A lot of people take on multiple loans to fund their requirements. This can lead to debt accumulation over time. Some of the debt may be good such as a home loan or a car loan since these are secured loans. However, at times, one may be forced to source a high-cost debt in the form of credit cards or personal loans at significantly high-interest rates. This can easily lead to a debt-trap and one may end up having more debt than can be repaid.

While this signals trouble, an individual can still get out of a debt trap by adopting smart financial prudence. Here, we will discuss ways to set up a debt payment plan to help a borrower avoid the dreaded debt trap. 

#1: Start by Making a List of All Ongoing Debts

Before you begin with any strategy, you must be able to access information on all your debts in one place. The list you prepare should include the minimum amount due, the interest rate applicable, and the total amount owed. This list must-have information on all your debt, whether it is credit cards or personal loans or even student loans. If you have borrowed money from family and friends, this too should be included on your list of debt.

Smart Tip - Avoid taking any fresh debt. When you are on the path to set up a debt payment plan, ensure that you avoid any fresh debts. The idea is to come out of the debt trap, therefore, accumulating additional debt will take you on the wrong track.

Additional Reading: Things you must know about debt management plans

#2: Prioritise Your Debts

As a next step, you must organise your list of debts in order of priority. This has to be in the order of paying them off. It is ideal to begin from the smallest amount owed to the largest as this helps to gain a good repayment momentum. 

Another strategy is to organise them as per interest rate, as highest to the lowest. This can help in saving money in the long run as you start paying off debt with higher interest first. Consumer debt generally carries a significantly higher interest rate and hence, it makes sense to begin from here.

Smart Tip – Target the expensive loans first while consolidating your debt. After identifying the most expensive debt, have a strategy in place for repaying the same. Credit card debt is an unsecured loan and if you make the repayment of this first, you will avoid incurring high interest rates. There are also steep penalties associated with it. 

Another idea is to opt for a credit card balance transfer. A balance transfer to a new credit card with a considerably lower rate of interest will benefit you. However, use this option only if there is a considerable interest difference and if you can easily pay off all dues within the promotional period.

#3: Look for Additional Income Sources to Pay Debts

While establishing a debt payment plan, at some point, you have to look for additional income sources to repay the debt faster. This can be done after you have estimated the amount of money available to pay all your debt obligations every month. One of the ways of making more money available for debt closure is to cut back on expenses which can be postponed. Maintaining a strict monthly budget can help in setting aside extra money for debt repayment.

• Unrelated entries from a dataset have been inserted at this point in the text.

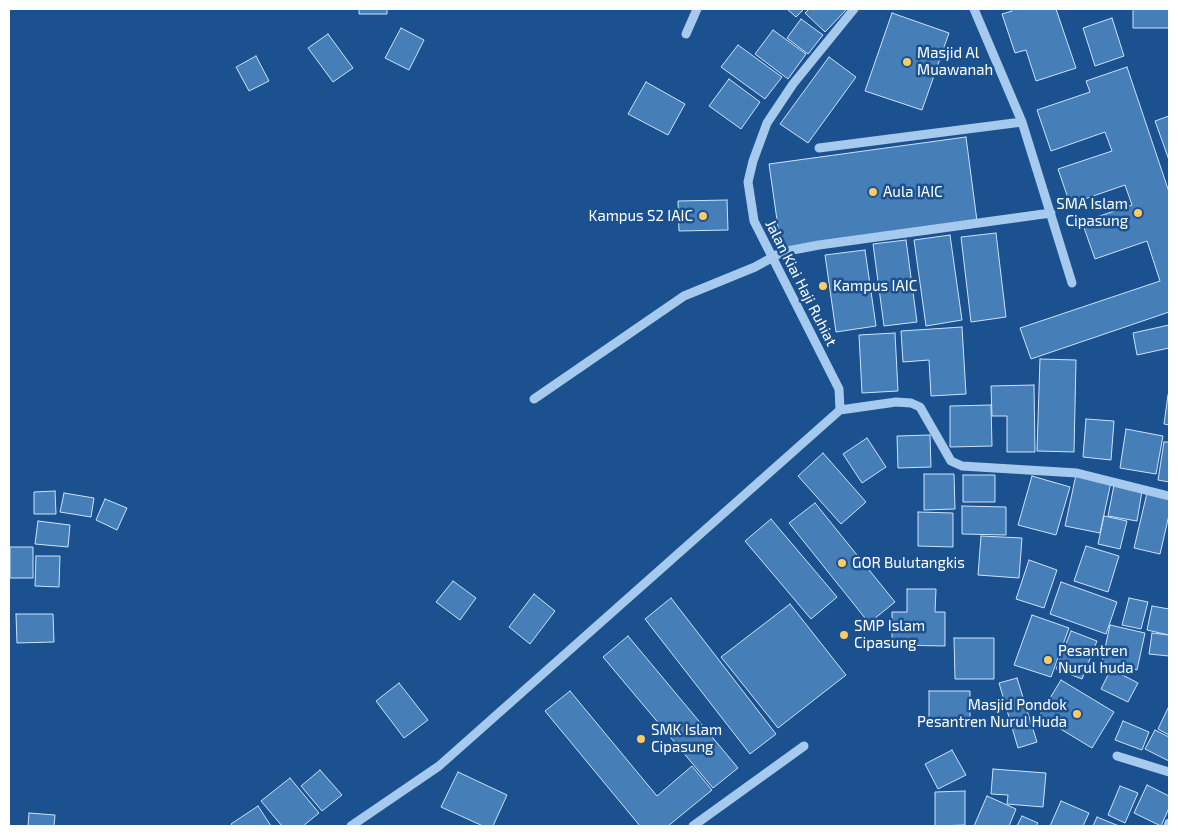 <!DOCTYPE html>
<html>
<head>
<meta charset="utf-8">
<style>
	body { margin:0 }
	#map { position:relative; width:1178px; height:835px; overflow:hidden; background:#1a518e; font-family:"Exo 2",sans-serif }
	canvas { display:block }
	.frame { position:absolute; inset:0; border:10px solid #fff; pointer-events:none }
</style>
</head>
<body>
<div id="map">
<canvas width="1178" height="835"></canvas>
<div class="frame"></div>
</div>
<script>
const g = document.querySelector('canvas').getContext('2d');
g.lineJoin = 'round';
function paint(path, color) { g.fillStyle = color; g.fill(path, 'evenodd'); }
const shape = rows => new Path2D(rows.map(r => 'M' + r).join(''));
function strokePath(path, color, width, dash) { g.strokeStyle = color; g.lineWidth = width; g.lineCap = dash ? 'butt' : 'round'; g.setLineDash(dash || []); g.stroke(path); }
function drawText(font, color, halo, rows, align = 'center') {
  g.font = font + ' "Exo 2",sans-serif'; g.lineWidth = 5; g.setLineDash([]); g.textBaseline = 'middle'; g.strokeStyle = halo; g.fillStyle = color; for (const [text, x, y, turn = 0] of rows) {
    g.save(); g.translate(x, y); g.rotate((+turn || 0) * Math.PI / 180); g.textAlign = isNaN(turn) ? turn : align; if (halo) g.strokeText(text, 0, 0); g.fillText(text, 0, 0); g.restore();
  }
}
const building = shape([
	[359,9,387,9,387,14,359,14,359,9],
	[787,9,804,9,796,17,787,9],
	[809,9,845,9,846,10,825,32,805,13,809,9],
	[1011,9,1056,9,1076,68,1036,81,1026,50,1015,53,1002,14,1012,11,1011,9],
	[1133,9,1169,9,1169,28,1133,28,1133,9],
	[892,13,949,33,922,110,865,91,892,13],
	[1112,18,1124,56,1095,66,1083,28,1112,18],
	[801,19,823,35,808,54,787,38,801,19],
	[401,28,424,40,409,70,385,58,401,28],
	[773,30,806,54,788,79,755,54,773,30],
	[328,34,353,68,333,82,308,48,328,34],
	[738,45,782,77,765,99,721,67,738,45],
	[256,56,269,81,249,91,236,67,256,56],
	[829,57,856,77,808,143,780,124,829,57],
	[1127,67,1169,192,1169,312,1031,359,1020,328,1160,281,1147,241,1095,259,1082,222,1132,205,1125,185,1070,204,1058,169,1112,151,1105,132,1051,151,1037,110,1090,92,1086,81,1127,67],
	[729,79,760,102,741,129,709,106,729,79],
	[646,82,685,104,668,135,628,114,646,82],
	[1169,116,1169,160,1155,121,1169,116],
	[966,137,977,221,781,248,769,164,966,137],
	[727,200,728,230,679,231,678,201,727,200],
	[996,233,1006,317,971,322,961,237,996,233],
	[950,235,962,320,926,326,914,240,950,235],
	[906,240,917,322,884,326,873,244,906,240],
	[865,250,876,326,836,332,825,255,865,250],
	[1169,325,1169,348,1137,355,1133,333,1169,325],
	[962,327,966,394,931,396,929,360,903,362,901,331,962,327],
	[895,333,898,391,862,393,859,335,895,333],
	[1040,359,1076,360,1074,452,1037,451,1040,359],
	[1034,385,1035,452,1007,452,1007,416,992,416,991,386,1034,385],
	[1168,395,1169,396,1169,425,1164,424,1168,395],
	[991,405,992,446,950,447,950,406,991,405],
	[1086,419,1114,421,1111,460,1083,457,1086,419],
	[1126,429,1163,436,1156,474,1120,468,1126,429],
	[930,435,931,467,898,468,897,436,930,435],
	[867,438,886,467,862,483,843,454,867,438],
	[1164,442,1169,442,1169,482,1158,480,1164,442],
	[823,453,866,502,841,524,798,476,823,453],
	[924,474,954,474,955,509,924,510,924,474],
	[963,475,995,475,995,502,963,502,963,475],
	[1076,475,1111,482,1100,533,1065,526,1076,475],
	[1032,476,1070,487,1056,535,1018,525,1032,476],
	[1114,485,1142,491,1137,521,1108,516,1114,485],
	[55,491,56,514,34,514,34,492,55,491],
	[64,493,94,498,91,517,60,512,64,493],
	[1147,493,1169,499,1169,515,1160,554,1134,548,1147,493],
	[105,499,127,508,117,530,96,520,105,499],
	[815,503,895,602,869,623,789,523,815,503],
	[962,506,1006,507,1006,535,962,534,962,506],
	[918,512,953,513,953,547,918,546,918,512],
	[1104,516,1127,521,1120,549,1098,544,1104,516],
	[771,519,837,597,811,619,745,541,771,519],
	[38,521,70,525,68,547,35,544,38,521],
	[981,536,1022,538,1019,578,978,575,981,536],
	[1086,546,1119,556,1108,592,1074,581,1086,546],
	[10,547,33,547,33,578,10,578,10,547],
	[36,556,60,556,59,587,35,586,36,556],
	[1029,560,1057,570,1044,608,1016,599,1029,560],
	[453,581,476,598,460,620,436,602,453,581],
	[1061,582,1117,602,1106,634,1050,614,1061,582],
	[907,589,936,589,935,612,945,612,945,646,892,645,892,612,907,612,907,589],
	[534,594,555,611,530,644,509,627,534,594],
	[671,598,776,734,750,754,645,619,671,598],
	[1129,598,1148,602,1141,629,1122,625,1129,598],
	[790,604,846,675,778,728,721,657,790,604],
	[1152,606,1169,609,1169,635,1147,630,1152,606],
	[16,614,53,614,54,642,17,643,16,614],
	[1032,615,1069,628,1051,677,1014,665,1032,615],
	[1110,625,1145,633,1137,670,1102,662,1110,625],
	[1071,631,1097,641,1082,679,1056,669,1071,631],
	[1152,633,1169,635,1169,656,1149,654,1152,633],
	[628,636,738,768,713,788,603,657,628,636],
	[954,638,994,638,994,679,955,679,954,638],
	[1111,669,1138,683,1128,702,1101,689,1111,669],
	[1017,678,1037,742,1018,748,999,683,1017,678],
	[1061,680,1114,712,1092,748,1039,716,1061,680],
	[399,683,428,720,404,738,376,701,399,683],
	[570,691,657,796,692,766,712,790,668,826,640,826,545,711,570,691],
	[929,691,970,691,970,719,929,719,929,691],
	[1169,706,1169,735,1158,729,1169,706],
	[1123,721,1149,732,1142,750,1115,740,1123,721],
	[1155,730,1169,737,1169,761,1145,749,1155,730],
	[952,750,966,775,938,789,925,764,952,750],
	[993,769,1046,773,1043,807,1007,804,1008,795,991,794,993,769],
	[320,770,342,795,322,811,301,786,320,770],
	[458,772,507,795,493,826,483,826,441,807,458,772],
	[290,778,319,813,303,826,282,826,261,801,290,778],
	[1147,785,1169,796,1169,808,1161,826,1134,813,1147,785],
	[1120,786,1138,793,1125,823,1108,815,1120,786],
	[965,791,965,825,935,826,935,792,965,791],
	[987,796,1016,809,1009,826,974,826,987,796],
	[1061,801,1089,813,1083,826,1050,826,1061,801],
	[258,806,271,826,233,826,231,824,258,806],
	[29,813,55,815,54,826,28,826,29,813],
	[1022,816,1038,823,1036,826,1017,826,1022,816],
	[1097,817,1119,826,1093,826,1097,817]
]);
paint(building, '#467eb8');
strokePath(building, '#cce3fa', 1);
strokePath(shape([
	[974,9,1022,122,1072,283],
	[686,34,697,9],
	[819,148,1022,122],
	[534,399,684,296,755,267,782,252,819,245,1051,213],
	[840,410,896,402,911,403,920,407,951,461,962,466,1077,473,1169,496],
	[1117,756,1169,772],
	[351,826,439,766,840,410,839,389,754,221,748,182,753,161,767,123,793,84,854,9],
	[693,826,804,746],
	[1168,826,1169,823]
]), '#a6caee', 9);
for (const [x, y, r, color] of [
	[907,62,5,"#ffcb63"],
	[873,192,5,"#ffcb63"],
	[1138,213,5,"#ffcb63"],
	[703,216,5,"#ffcb63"],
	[823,286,5,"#ffcb63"],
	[842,563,5,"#ffcb63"],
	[844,635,5,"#ffcb63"],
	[1048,660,5,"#ffcb63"],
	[1077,714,5,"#ffcb63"],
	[641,739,5,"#ffcb63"]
]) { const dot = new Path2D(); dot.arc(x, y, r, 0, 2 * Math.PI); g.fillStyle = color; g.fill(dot); strokePath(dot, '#1a518e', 2); }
drawText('15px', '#fff', '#1a518e', [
	["Masjid Al",917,53],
	["Muawanah",917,70],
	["Aula IAIC",883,192],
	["SMA Islam",1128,204,"right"],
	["Cipasung",1128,221,"right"],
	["Kampus S2 IAIC",693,216,"right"],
	["Kampus IAIC",833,286],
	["GOR Bulutangkis",852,563],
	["SMP Islam",854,626],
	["Cipasung",854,643],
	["Pesantren",1058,651],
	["Nurul huda",1058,668],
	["Masjid Pondok",1067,705,"right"],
	["Pesantren Nurul Huda",1067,722,"right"],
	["SMK Islam",651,730],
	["Cipasung",651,747]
], 'left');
drawText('15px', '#fff', '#1a518e', [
	["Jalan Kiai Haji Ruhiat",801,283,63]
]);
</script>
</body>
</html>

Smart Tip – If you are looking to close your debt faster than estimated, try to increase your income. You can look for additional income-generating opportunities like freelance jobs, part-time work, etc to collect that extra income each month.

#4: Target One Debt at a Time

If you wish to succeed in your debt repayment strategy, you should target paying off the first few debts on the list. Set aside all extra money for these initial important debt payments, while making the minimum payment for the remaining.

Smart Tip – Try debt consolidation as one of the ways to dissolve the debt trap faster. This involves taking a new, lower-cost loan for paying several pending debts which have higher interest rates. With debt consolidation, you will effectively combine multiple debts into a single blanket debt. This strategy opens gateways to favourable repayment terms, lower interest fees and lower EMIs.

#5: Shift to the Next Debt 

After managing to pay off the first debt on the priority list, you must quickly move on to the next one. Quickly switching to the next debt owed will ensure that you can check off all the debts on your list faster than estimated. When you initiate debt repayment, it may seem like a never-ending task, however, as you switch to the next debt, the repayment will gain momentum and you will be debt-free in no time.

#6: Focus on Building Savings

As soon as you complete paying off your debts, try to focus on setting aside savings every month. This will prevent any future build-up of debt and you can avoid a debt-trap. You can also set aside an emergency fund to take better control of your finances.

Additional Reading: Guide to Debt Settlement: How it Works & Potential Risks

Smart Tip – Chalk out a budget and try to stick to it. A budget will help you in avoiding any unnecessary expenses until you are financially comfortable. You can also try to avoid using credit cards unless necessary.

If you are unable to set up a debt plan yourself, you can always seek professional help. You can reach out to professional experts like CreditMantri who can provide their advisory services and design a repayment plan for you. They can help in creating a budget and expenditure limits for better planning. 


Apart from making timely EMIs payments, you can aim for a debt-free future before your loan tenure lapses. A debt payment plan can help you in taking charge of your finances and managing your funds such that you have sufficient money for the future. Begin with small changes while amending your financial habits and this will surely lead you to your financial goals.